DATA EXCERPTS =
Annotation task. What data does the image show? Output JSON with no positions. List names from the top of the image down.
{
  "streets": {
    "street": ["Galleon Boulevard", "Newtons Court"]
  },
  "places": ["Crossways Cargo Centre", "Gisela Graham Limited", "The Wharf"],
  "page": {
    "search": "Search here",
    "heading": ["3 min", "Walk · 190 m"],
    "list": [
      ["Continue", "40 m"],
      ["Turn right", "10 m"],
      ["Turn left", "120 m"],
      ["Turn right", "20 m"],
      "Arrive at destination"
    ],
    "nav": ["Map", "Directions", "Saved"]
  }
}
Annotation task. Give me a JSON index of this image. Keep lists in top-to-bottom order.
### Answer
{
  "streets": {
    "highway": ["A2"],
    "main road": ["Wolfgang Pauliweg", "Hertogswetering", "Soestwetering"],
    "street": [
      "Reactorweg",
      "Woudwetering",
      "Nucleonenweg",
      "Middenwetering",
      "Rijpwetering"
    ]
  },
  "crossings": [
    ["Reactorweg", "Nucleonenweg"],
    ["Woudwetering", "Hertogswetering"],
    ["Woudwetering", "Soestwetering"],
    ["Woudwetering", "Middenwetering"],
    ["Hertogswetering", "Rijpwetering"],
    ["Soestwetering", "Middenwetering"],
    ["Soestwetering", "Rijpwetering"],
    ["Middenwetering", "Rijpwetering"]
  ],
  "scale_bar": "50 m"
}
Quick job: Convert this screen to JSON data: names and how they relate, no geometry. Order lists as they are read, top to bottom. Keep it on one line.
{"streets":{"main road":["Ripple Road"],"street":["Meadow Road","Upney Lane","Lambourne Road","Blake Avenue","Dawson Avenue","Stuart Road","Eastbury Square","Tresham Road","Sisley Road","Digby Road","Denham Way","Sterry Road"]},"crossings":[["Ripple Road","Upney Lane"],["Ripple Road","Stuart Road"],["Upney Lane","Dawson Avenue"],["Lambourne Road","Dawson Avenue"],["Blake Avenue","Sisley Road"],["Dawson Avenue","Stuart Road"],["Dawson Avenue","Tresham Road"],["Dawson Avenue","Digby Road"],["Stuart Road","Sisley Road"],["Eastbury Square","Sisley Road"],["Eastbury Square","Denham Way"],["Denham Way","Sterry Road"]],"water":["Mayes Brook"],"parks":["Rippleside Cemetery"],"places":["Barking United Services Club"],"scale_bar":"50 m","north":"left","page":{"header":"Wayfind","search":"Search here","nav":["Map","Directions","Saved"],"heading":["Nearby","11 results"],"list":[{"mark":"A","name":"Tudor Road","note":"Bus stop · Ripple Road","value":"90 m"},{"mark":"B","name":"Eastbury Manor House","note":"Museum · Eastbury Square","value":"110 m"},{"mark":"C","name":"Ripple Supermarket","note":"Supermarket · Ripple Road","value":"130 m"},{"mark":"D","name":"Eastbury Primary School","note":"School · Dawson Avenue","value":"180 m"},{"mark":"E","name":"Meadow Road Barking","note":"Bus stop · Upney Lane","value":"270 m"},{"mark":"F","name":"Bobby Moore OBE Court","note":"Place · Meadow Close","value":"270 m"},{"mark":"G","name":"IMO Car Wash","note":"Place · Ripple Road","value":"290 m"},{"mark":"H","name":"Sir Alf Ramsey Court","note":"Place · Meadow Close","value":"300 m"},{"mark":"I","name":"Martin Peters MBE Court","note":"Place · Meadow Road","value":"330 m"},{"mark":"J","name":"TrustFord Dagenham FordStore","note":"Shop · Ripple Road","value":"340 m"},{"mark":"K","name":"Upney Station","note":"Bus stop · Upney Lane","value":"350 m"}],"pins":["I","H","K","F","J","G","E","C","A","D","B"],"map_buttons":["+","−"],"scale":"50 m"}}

TASK GOAL = Produce the entries again, character for character.

ANSWER BOX =
Annotation task. What data does the image show? Output JSON with no positions. List names from the top of the image down.
{
  "streets": {
    "street": ["Galleon Boulevard", "Newtons Court"]
  },
  "places": ["Crossways Cargo Centre", "Gisela Graham Limited", "The Wharf"],
  "page": {
    "search": "Search here",
    "heading": ["3 min", "Walk · 190 m"],
    "list": [
      ["Continue", "40 m"],
      ["Turn right", "10 m"],
      ["Turn left", "120 m"],
      ["Turn right", "20 m"],
      "Arrive at destination"
    ],
    "nav": ["Map", "Directions", "Saved"]
  }
}
Annotation task. Give me a JSON index of this image. Keep lists in top-to-bottom order.
### Answer
{
  "streets": {
    "highway": ["A2"],
    "main road": ["Wolfgang Pauliweg", "Hertogswetering", "Soestwetering"],
    "street": [
      "Reactorweg",
      "Woudwetering",
      "Nucleonenweg",
      "Middenwetering",
      "Rijpwetering"
    ]
  },
  "crossings": [
    ["Reactorweg", "Nucleonenweg"],
    ["Woudwetering", "Hertogswetering"],
    ["Woudwetering", "Soestwetering"],
    ["Woudwetering", "Middenwetering"],
    ["Hertogswetering", "Rijpwetering"],
    ["Soestwetering", "Middenwetering"],
    ["Soestwetering", "Rijpwetering"],
    ["Middenwetering", "Rijpwetering"]
  ],
  "scale_bar": "50 m"
}
Quick job: Convert this screen to JSON data: names and how they relate, no geometry. Order lists as they are read, top to bottom. Keep it on one line.
{"streets":{"main road":["Ripple Road"],"street":["Meadow Road","Upney Lane","Lambourne Road","Blake Avenue","Dawson Avenue","Stuart Road","Eastbury Square","Tresham Road","Sisley Road","Digby Road","Denham Way","Sterry Road"]},"crossings":[["Ripple Road","Upney Lane"],["Ripple Road","Stuart Road"],["Upney Lane","Dawson Avenue"],["Lambourne Road","Dawson Avenue"],["Blake Avenue","Sisley Road"],["Dawson Avenue","Stuart Road"],["Dawson Avenue","Tresham Road"],["Dawson Avenue","Digby Road"],["Stuart Road","Sisley Road"],["Eastbury Square","Sisley Road"],["Eastbury Square","Denham Way"],["Denham Way","Sterry Road"]],"water":["Mayes Brook"],"parks":["Rippleside Cemetery"],"places":["Barking United Services Club"],"scale_bar":"50 m","north":"left","page":{"header":"Wayfind","search":"Search here","nav":["Map","Directions","Saved"],"heading":["Nearby","11 results"],"list":[{"mark":"A","name":"Tudor Road","note":"Bus stop · Ripple Road","value":"90 m"},{"mark":"B","name":"Eastbury Manor House","note":"Museum · Eastbury Square","value":"110 m"},{"mark":"C","name":"Ripple Supermarket","note":"Supermarket · Ripple Road","value":"130 m"},{"mark":"D","name":"Eastbury Primary School","note":"School · Dawson Avenue","value":"180 m"},{"mark":"E","name":"Meadow Road Barking","note":"Bus stop · Upney Lane","value":"270 m"},{"mark":"F","name":"Bobby Moore OBE Court","note":"Place · Meadow Close","value":"270 m"},{"mark":"G","name":"IMO Car Wash","note":"Place · Ripple Road","value":"290 m"},{"mark":"H","name":"Sir Alf Ramsey Court","note":"Place · Meadow Close","value":"300 m"},{"mark":"I","name":"Martin Peters MBE Court","note":"Place · Meadow Road","value":"330 m"},{"mark":"J","name":"TrustFord Dagenham FordStore","note":"Shop · Ripple Road","value":"340 m"},{"mark":"K","name":"Upney Station","note":"Bus stop · Upney Lane","value":"350 m"}],"pins":["I","H","K","F","J","G","E","C","A","D","B"],"map_buttons":["+","−"],"scale":"50 m"}}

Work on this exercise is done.